Exercise objective:
Your copy of the listing must be exact and must hold no images.

Source data:
++++++

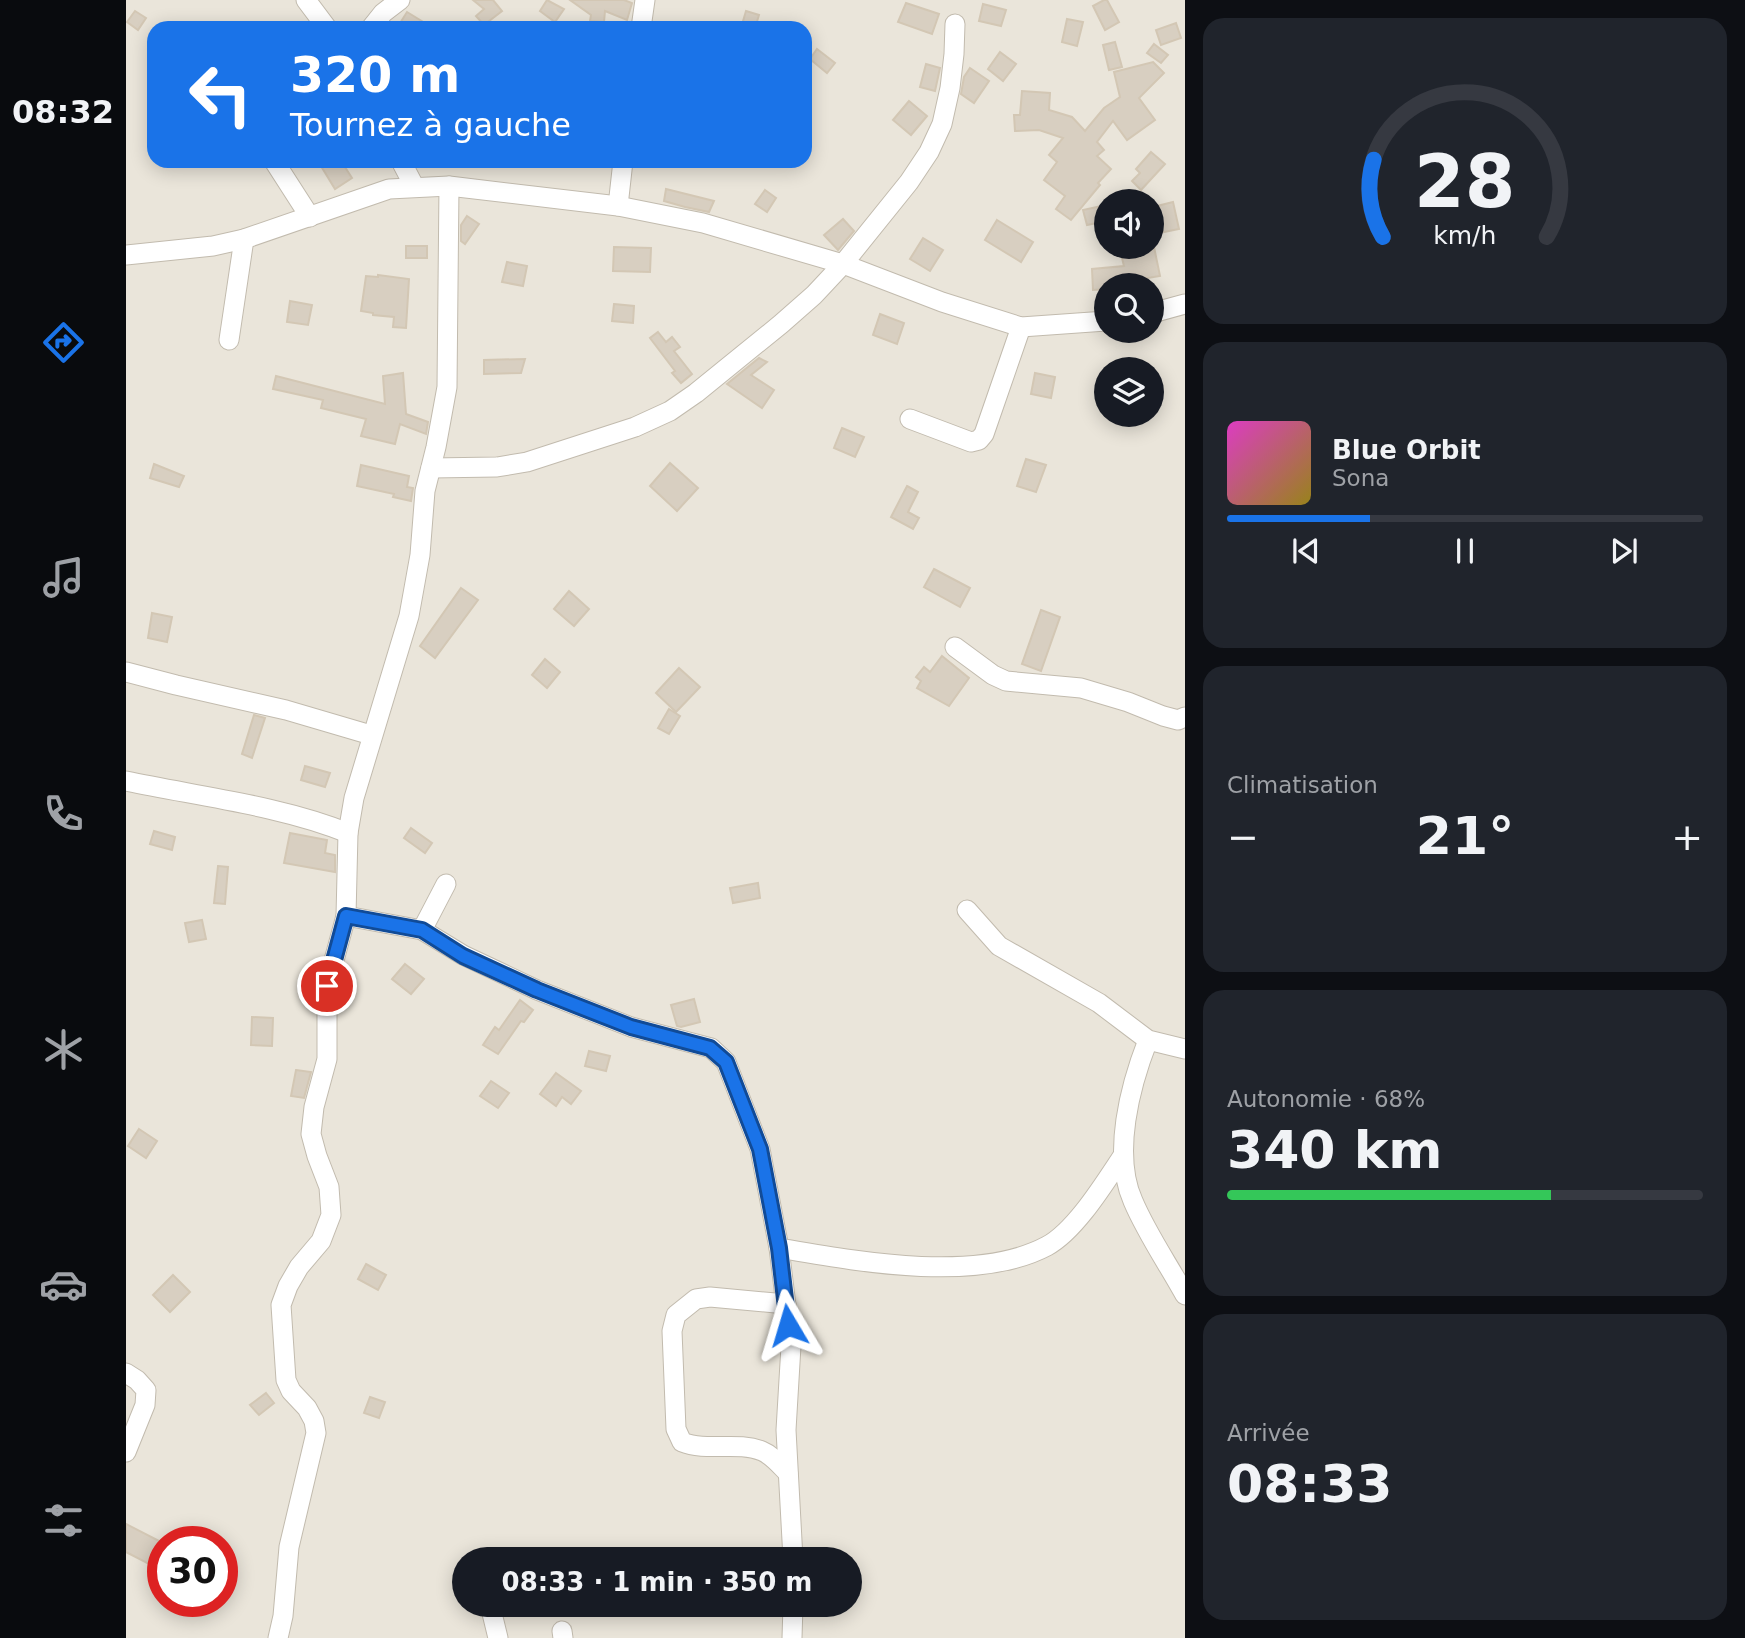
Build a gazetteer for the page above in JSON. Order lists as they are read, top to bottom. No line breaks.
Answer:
{"page":{"tabs":"08:32","turn":["320 m","Tournez à gauche"],"song":["Blue Orbit","Sona"],"tile":["Climatisation",["Autonomie · 68%","340 km"],["Arrivée","08:33"]],"heat":["−","21°","+"],"limit":"30","trip":"08:33 · 1 min · 350 m","gauge":["28","km/h"]}}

++++++

Answer box:
Build a gazetteer for the page above in JSON. Order lists as they are read, top to bottom. No line breaks.
Answer:
{"page":{"tabs":"08:32","turn":["320 m","Tournez à gauche"],"song":["Blue Orbit","Sona"],"tile":["Climatisation",["Autonomie · 68%","340 km"],["Arrivée","08:33"]],"heat":["−","21°","+"],"limit":"30","trip":"08:33 · 1 min · 350 m","gauge":["28","km/h"]}}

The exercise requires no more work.